• _TASK PROMPT_
Scan the entries for the word "plaza" and return every line that has it.

RECORDS FOR PROCESSING: Begin

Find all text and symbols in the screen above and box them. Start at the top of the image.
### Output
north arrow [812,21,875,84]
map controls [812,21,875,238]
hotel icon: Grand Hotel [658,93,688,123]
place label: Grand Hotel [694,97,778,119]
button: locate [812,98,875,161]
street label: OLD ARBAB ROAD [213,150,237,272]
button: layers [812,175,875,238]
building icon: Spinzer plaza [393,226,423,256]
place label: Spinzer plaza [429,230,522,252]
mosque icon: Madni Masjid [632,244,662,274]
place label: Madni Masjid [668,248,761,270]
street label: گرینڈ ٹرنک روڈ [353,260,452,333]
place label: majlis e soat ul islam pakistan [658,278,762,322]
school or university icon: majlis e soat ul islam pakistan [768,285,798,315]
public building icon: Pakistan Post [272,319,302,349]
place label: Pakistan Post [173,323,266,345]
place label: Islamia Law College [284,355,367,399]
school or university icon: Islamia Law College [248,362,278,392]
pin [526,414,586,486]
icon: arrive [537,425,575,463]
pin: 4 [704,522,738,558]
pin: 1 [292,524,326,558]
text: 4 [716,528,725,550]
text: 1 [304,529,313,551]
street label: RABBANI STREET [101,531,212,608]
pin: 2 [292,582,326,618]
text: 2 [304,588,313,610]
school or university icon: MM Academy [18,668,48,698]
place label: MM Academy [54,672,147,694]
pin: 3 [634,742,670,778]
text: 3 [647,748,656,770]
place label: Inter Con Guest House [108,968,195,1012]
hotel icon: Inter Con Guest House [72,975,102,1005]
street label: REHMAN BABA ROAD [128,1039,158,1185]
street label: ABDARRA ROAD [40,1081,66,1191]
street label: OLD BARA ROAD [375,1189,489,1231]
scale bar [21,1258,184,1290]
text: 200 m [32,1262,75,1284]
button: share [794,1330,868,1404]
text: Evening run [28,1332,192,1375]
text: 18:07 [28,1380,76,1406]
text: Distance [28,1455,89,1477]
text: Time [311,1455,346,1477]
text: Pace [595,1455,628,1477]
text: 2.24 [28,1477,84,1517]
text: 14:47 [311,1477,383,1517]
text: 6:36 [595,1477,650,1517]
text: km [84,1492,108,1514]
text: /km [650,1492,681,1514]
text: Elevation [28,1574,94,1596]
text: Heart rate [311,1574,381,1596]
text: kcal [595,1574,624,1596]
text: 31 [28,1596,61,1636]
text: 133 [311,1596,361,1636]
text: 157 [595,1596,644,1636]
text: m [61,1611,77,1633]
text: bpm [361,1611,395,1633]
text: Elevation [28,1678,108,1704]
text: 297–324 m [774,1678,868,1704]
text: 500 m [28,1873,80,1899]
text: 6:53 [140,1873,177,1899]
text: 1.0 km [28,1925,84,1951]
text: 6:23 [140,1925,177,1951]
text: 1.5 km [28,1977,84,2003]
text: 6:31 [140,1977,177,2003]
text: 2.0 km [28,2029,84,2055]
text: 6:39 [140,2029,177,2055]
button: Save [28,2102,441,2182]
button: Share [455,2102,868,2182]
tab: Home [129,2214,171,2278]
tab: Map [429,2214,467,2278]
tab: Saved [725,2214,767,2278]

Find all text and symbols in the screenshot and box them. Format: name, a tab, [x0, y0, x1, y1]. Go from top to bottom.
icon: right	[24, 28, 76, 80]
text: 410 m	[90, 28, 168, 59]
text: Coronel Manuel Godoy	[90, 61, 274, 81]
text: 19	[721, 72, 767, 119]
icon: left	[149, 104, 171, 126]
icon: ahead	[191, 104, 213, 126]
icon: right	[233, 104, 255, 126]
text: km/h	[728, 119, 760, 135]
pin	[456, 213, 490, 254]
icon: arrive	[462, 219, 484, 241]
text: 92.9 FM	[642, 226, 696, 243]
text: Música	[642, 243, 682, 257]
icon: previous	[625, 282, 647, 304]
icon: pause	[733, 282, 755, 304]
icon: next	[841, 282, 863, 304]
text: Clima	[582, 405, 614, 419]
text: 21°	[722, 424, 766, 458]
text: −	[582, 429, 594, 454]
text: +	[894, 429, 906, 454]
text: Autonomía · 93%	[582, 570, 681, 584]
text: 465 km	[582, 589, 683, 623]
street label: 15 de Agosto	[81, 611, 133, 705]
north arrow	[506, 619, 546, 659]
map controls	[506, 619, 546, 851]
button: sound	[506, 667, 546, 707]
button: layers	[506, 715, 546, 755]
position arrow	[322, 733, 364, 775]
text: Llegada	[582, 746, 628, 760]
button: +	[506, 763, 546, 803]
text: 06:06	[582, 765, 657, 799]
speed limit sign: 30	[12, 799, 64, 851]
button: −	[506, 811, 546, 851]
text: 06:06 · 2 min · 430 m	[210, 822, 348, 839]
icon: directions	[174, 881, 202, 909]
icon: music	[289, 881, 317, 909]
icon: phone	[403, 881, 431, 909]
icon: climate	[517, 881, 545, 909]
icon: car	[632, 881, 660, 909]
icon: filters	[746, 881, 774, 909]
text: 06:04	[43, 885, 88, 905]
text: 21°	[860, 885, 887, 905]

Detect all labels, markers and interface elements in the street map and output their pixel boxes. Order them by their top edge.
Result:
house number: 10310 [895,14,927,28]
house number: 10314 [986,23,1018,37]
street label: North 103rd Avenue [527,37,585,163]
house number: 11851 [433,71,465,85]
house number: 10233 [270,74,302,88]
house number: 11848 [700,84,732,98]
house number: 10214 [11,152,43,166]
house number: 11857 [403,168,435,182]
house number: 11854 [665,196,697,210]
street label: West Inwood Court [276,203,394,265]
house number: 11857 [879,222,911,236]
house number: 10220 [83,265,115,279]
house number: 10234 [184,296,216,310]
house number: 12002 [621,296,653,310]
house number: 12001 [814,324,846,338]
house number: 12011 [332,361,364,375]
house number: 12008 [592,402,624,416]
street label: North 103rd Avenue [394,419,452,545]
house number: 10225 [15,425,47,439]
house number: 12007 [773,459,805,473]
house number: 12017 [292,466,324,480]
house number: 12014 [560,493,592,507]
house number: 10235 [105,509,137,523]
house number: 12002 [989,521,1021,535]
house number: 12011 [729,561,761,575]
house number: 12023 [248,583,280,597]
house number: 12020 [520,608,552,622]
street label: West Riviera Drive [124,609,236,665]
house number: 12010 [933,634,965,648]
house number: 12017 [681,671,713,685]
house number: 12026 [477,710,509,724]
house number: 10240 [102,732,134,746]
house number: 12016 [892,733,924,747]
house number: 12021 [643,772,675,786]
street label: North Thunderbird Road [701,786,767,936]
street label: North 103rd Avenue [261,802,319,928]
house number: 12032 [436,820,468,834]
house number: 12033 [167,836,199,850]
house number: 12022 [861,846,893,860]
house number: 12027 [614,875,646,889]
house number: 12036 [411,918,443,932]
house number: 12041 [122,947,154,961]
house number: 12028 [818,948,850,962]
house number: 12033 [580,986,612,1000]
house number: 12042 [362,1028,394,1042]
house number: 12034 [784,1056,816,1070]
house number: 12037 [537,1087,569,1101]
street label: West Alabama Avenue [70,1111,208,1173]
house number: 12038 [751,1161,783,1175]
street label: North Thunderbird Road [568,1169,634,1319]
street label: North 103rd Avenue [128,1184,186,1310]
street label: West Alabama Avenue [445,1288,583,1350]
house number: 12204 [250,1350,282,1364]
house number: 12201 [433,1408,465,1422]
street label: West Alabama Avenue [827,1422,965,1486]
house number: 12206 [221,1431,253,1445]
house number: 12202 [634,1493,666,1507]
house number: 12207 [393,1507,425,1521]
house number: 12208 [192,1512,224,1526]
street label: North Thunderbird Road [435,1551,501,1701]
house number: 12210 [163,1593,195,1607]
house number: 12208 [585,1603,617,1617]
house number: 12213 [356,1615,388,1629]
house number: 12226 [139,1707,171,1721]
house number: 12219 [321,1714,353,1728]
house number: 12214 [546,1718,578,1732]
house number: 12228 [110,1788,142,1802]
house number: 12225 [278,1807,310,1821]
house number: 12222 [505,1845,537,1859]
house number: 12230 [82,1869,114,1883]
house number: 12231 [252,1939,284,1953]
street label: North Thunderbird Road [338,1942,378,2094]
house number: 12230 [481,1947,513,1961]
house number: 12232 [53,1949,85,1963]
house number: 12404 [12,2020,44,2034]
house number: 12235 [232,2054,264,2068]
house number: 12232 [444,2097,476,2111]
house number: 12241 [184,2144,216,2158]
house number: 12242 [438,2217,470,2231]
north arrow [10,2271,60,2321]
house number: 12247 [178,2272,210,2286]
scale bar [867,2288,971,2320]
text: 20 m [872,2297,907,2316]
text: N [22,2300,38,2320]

RECORDS FOR PROCESSING: End

• _ANSWER SECTION_
building icon: Spinzer plaza [393,226,423,256]
place label: Spinzer plaza [429,230,522,252]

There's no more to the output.